Human Stem Cell Modeling of the APBB2 Risk Variant for Glaucoma

Principal Investigator

Summary

This project focuses on human stem cell models and gene editing technologies to study the APBB2 gene variant and identify how it contributes to RGC neurodegeneration in those of African ancestry.

Detailed Non-Technical Summary

In Specific Aim 1, we will obtain induced pluripotent stem (iPS) cell lines from donors of African ancestry and apply CRISPR/Cas9 gene editing approaches to generate paired cell lines either with the APBB2 gene variant (disease model) or without this variant (paired isogenic control). In Specific Aim 2, we will differentiate these iPS cells into retinal ganglion cells (RGCs), the cell type directly affected in glaucoma. Upon the generation of RGCs, they will be analyzed for phenotypic and functional changes, as well as the exploration of transcriptional changes due to the APBB2 gene variant by RNA-seq analyses. 

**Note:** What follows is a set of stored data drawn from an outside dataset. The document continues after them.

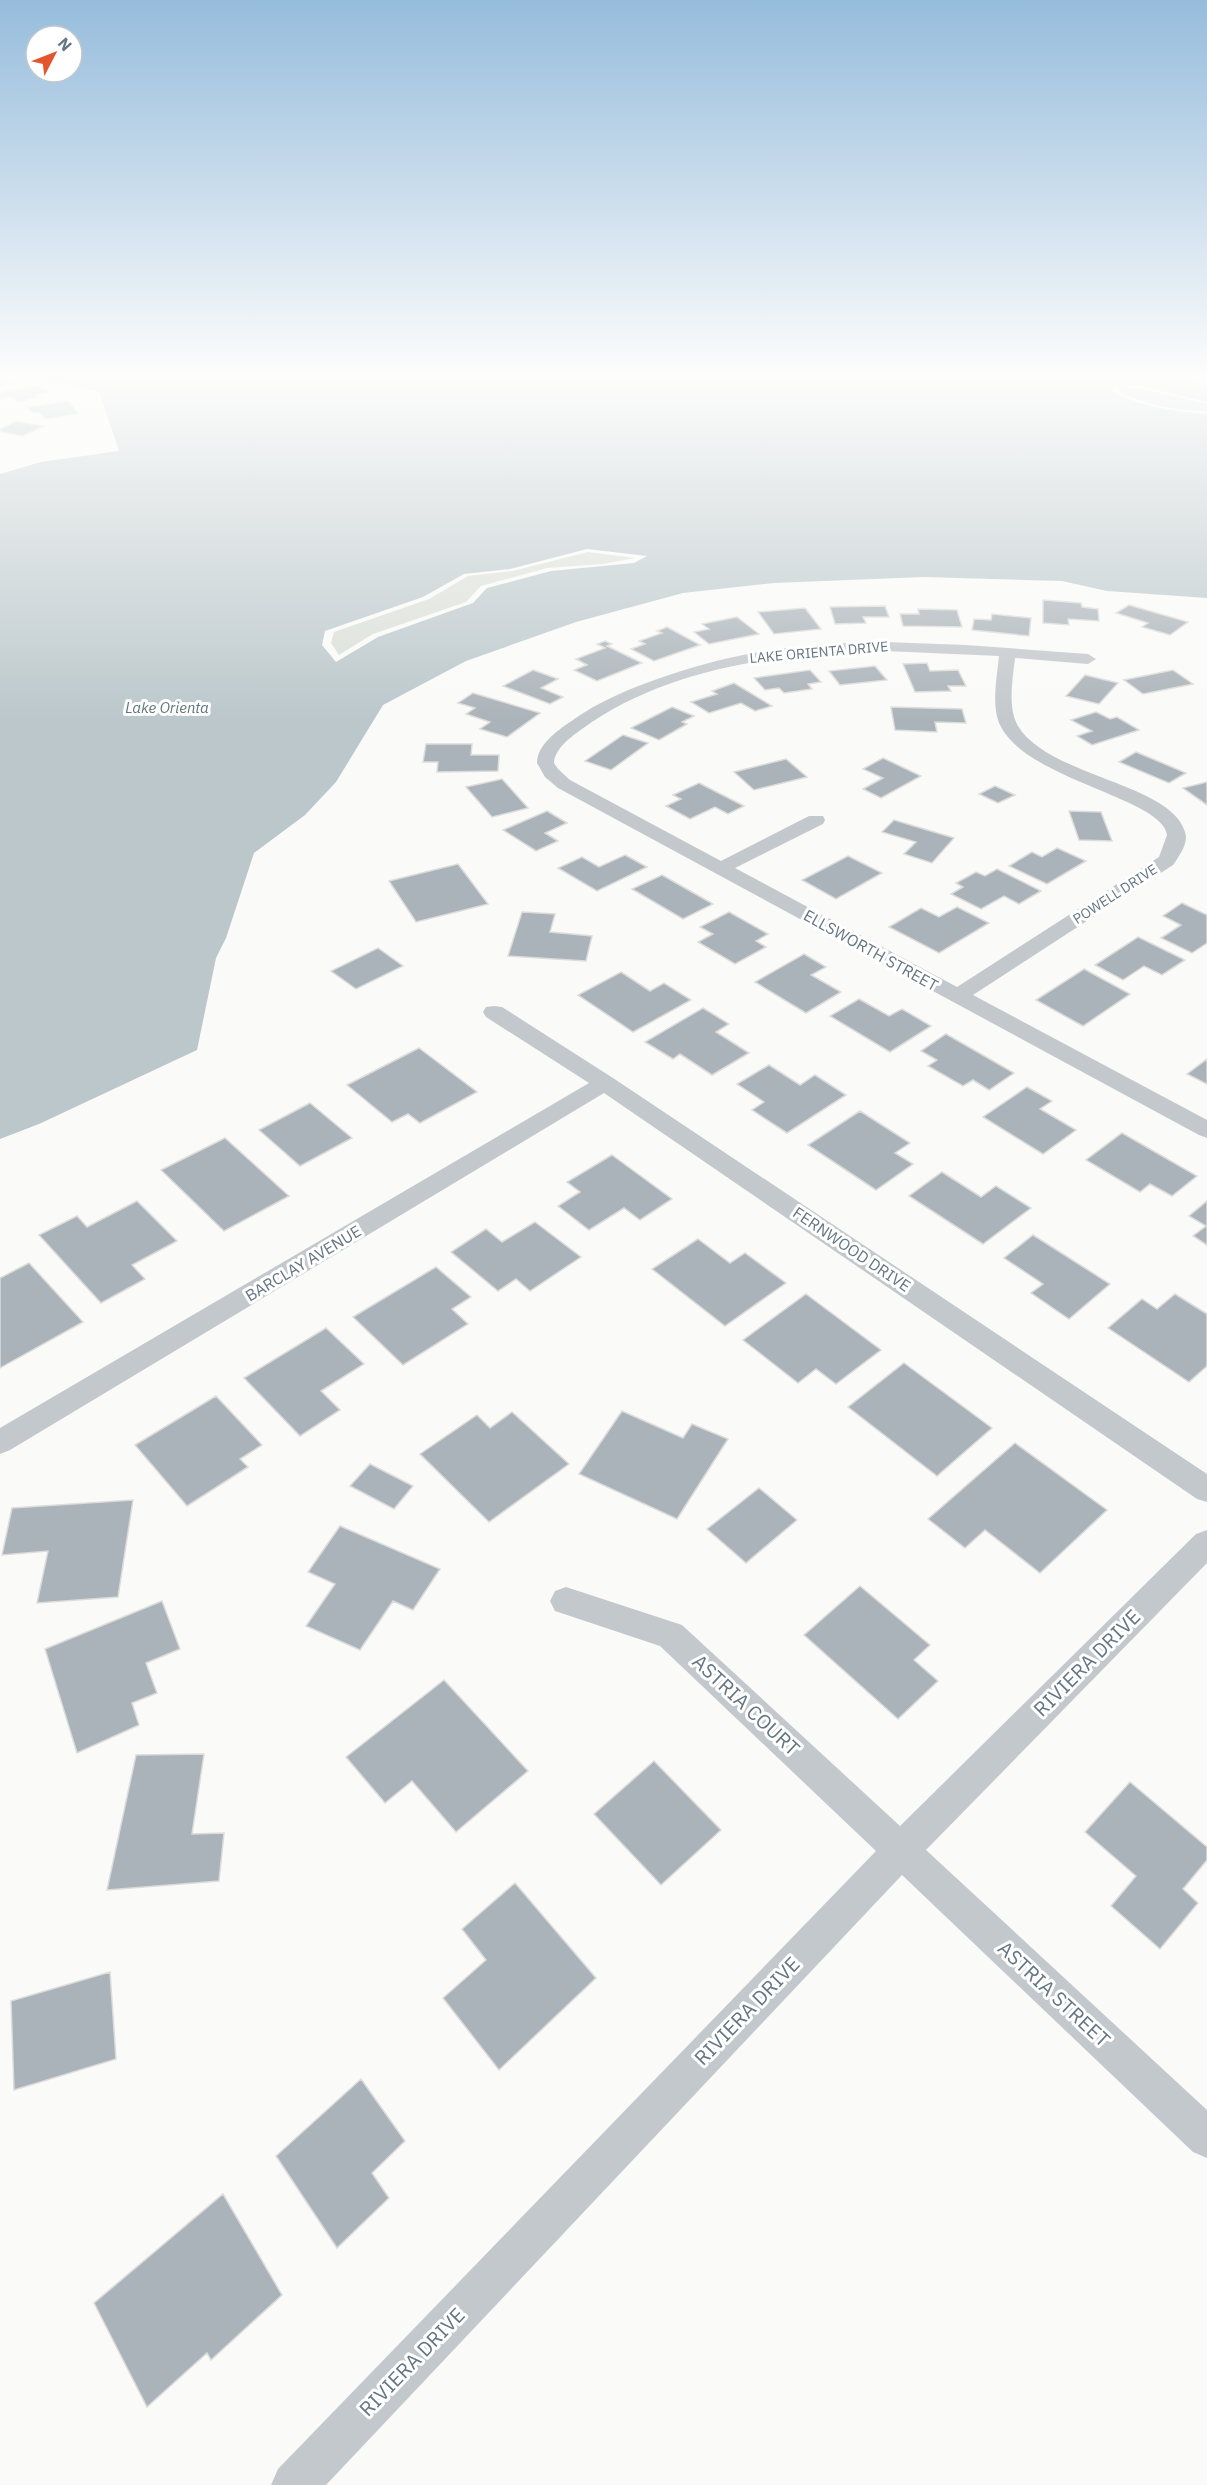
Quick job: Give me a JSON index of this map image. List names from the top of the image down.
{
  "streets": {
    "street": [
      "LAKE ORIENTA DRIVE",
      "POWELL DRIVE",
      "ELLSWORTH STREET",
      "FERNWOOD DRIVE",
      "BARCLAY AVENUE",
      "RIVIERA DRIVE",
      "ASTRIA COURT",
      "ASTRIA STREET"
    ]
  },
  "crossings": [
    ["LAKE ORIENTA DRIVE", "POWELL DRIVE"],
    ["LAKE ORIENTA DRIVE", "ELLSWORTH STREET"],
    ["POWELL DRIVE", "ELLSWORTH STREET"],
    ["FERNWOOD DRIVE", "BARCLAY AVENUE"],
    ["RIVIERA DRIVE", "ASTRIA COURT"],
    ["RIVIERA DRIVE", "ASTRIA STREET"],
    ["ASTRIA COURT", "ASTRIA STREET"]
  ],
  "water": ["Lake Orienta"],
  "north": "top right"
}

This application represents a unique and innovative approach to explore this novel gene variant associated with glaucoma. As individuals of African ancestry have a higher risk for developing glaucoma, the focus of this study upon the APBB2 risk variant represents a new avenue of exploration. Additionally, the use of human stem cell models is a unique approach to explore the functional consequences of this gene variant that disproportionately affects those of African ancestry. 

Upon completion of this study, we will have a more comprehensive understanding about how this APBB2 risk variant acts to increase risk for glaucoma. By directly analyzing the effects of this risk variant within stem cell-derived retinal ganglion cells, the research field will have a greater understanding of how this gene variant leads to the degeneration of these cells. For the general public, the results of this study will represent a significant advance toward understanding why individuals of African ancestry are at a significantly greater risk for developing glaucoma.